Retrieval-Augmented Generation is one of those ideas that makes immediate sense and works brilliantly in a demo. You give an LLM access to a corpus of documents, it retrieves relevant context before answering, and suddenly it stops hallucinating about your proprietary data. Beautiful. Ship it.
Then it goes to production. And you discover a cluster of problems nobody talked about in the tutorial.
The Gap Nobody Advertises
The tutorial RAG system works because tutorial data is clean. The questions are well-formed. The documents are short, coherent, and directly answer the questions being asked. Production is none of those things.
Production data is messy PDFs, inconsistently formatted spreadsheets, and documents where the answer to a question is spread across three sections, two appendices, and a footnote. Production users ask ambiguous questions. They use jargon the documents never use. They ask follow-ups that reference context from five turns ago.
If you have shipped a RAG system, you have almost certainly experienced what we call the "precision collapse" — where your system achieves high recall (it retrieves something relevant) but terrible precision (the retrieved chunks are not what the LLM actually needs to answer correctly).
Chunking Is Your First Real Decision
Most tutorials chunk documents by character count. This is fast and simple, and it is almost always wrong for real documents.

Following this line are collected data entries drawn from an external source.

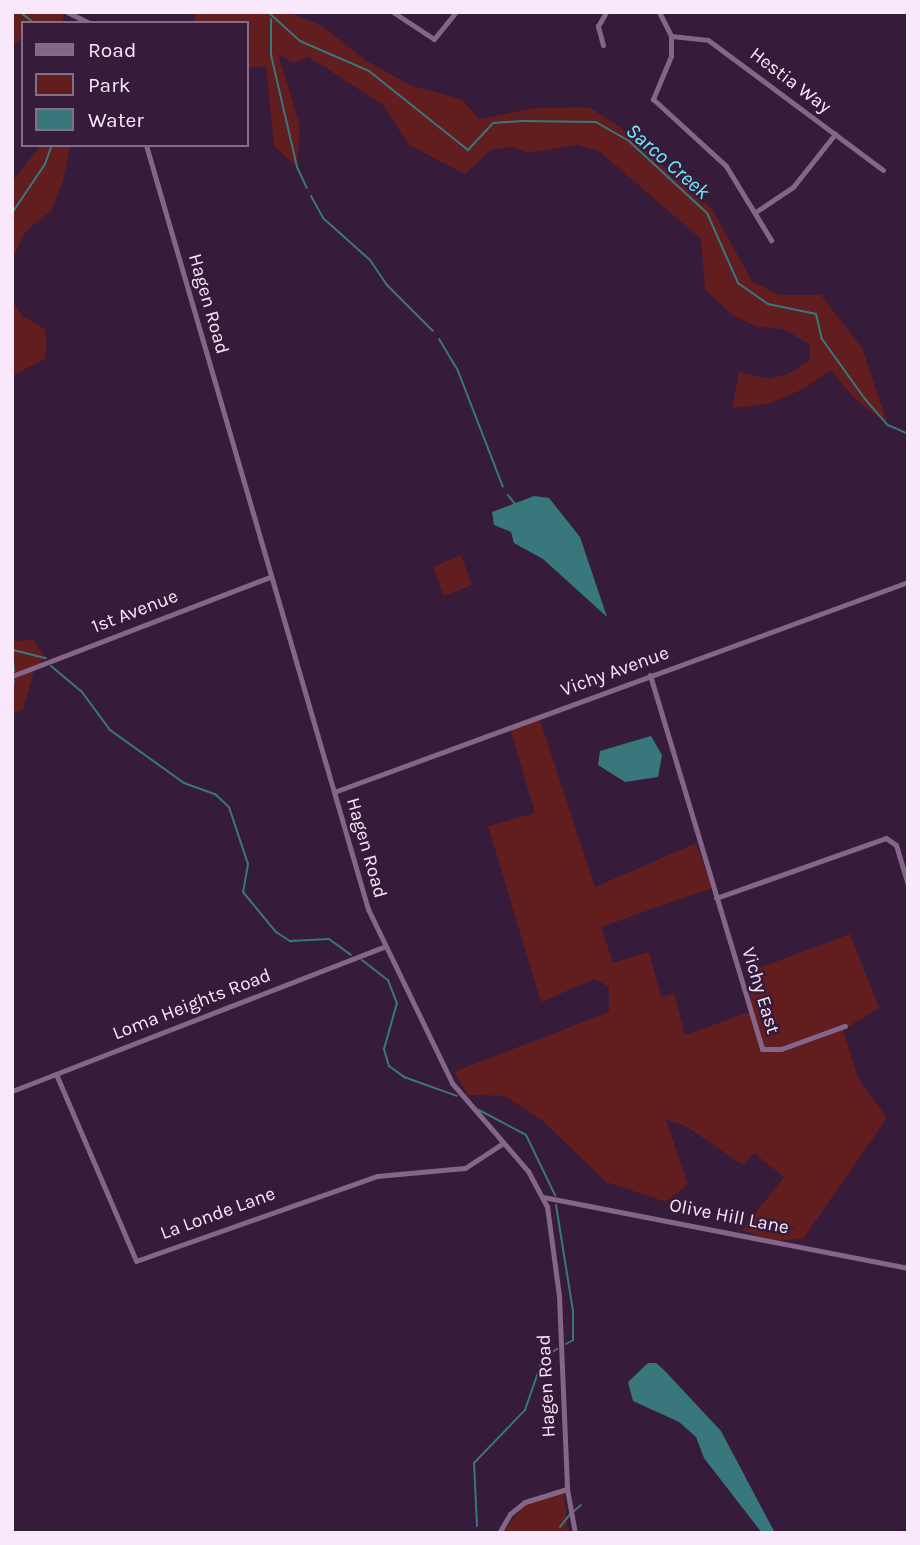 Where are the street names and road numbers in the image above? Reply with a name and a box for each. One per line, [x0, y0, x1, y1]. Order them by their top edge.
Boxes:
street label: Hestia Way [745, 43, 835, 119]
street label: Hagen Road [183, 251, 233, 357]
street label: 1st Avenue [89, 585, 181, 639]
street label: Vichy Avenue [558, 642, 672, 702]
street label: Hagen Road [341, 795, 391, 901]
street label: Vichy East [736, 945, 784, 1037]
street label: Loma Heights Road [110, 964, 274, 1046]
street label: La Londe Lane [157, 1183, 279, 1245]
street label: Olive Hill Lane [667, 1194, 791, 1240]
street label: Hagen Road [533, 1334, 561, 1438]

A 512-character chunk boundary will frequently split a sentence, or worse, split a table or a list at a semantically meaningless point. The chunk will contain half an argument, and the retriever will correctly identify it as relevant — but the LLM will not be able to use it properly because the context is incomplete.
What we have found works better in practice:
- Semantic chunking — split on paragraph or section boundaries, not character counts. This requires more preprocessing but dramatically improves retrieval coherence.
- Hierarchical chunking — store both fine-grained chunks and parent document summaries. Retrieve at the fine level, but augment the prompt with the parent summary for context.
- Metadata injection — every chunk should carry the document title, section heading, and page number as structured metadata, queryable independently of the vector search.
Hybrid Search Is Not Optional
Pure dense vector retrieval misses a class of queries that keyword search handles trivially: exact entity names, product codes, specific dates, technical identifiers. A user asking about "clause 14.3(b)" expects you to find clause 14.3(b) — not a semantically similar clause.
Production RAG systems need hybrid retrieval: dense vector search for semantic similarity, plus BM25 or similar sparse retrieval for exact-match keywords. The results are then re-ranked with a cross-encoder model before being passed to the LLM. This pipeline is more expensive and more complex than pure vector search, but the precision improvement is not marginal — in our legal document system, hybrid search reduced retrieval errors by roughly 40% compared to vector-only.
Evaluation Is a Product
Here is the uncomfortable truth: you cannot know if your RAG system is working without a proper evaluation framework, and most teams do not build one until after they have had a production incident.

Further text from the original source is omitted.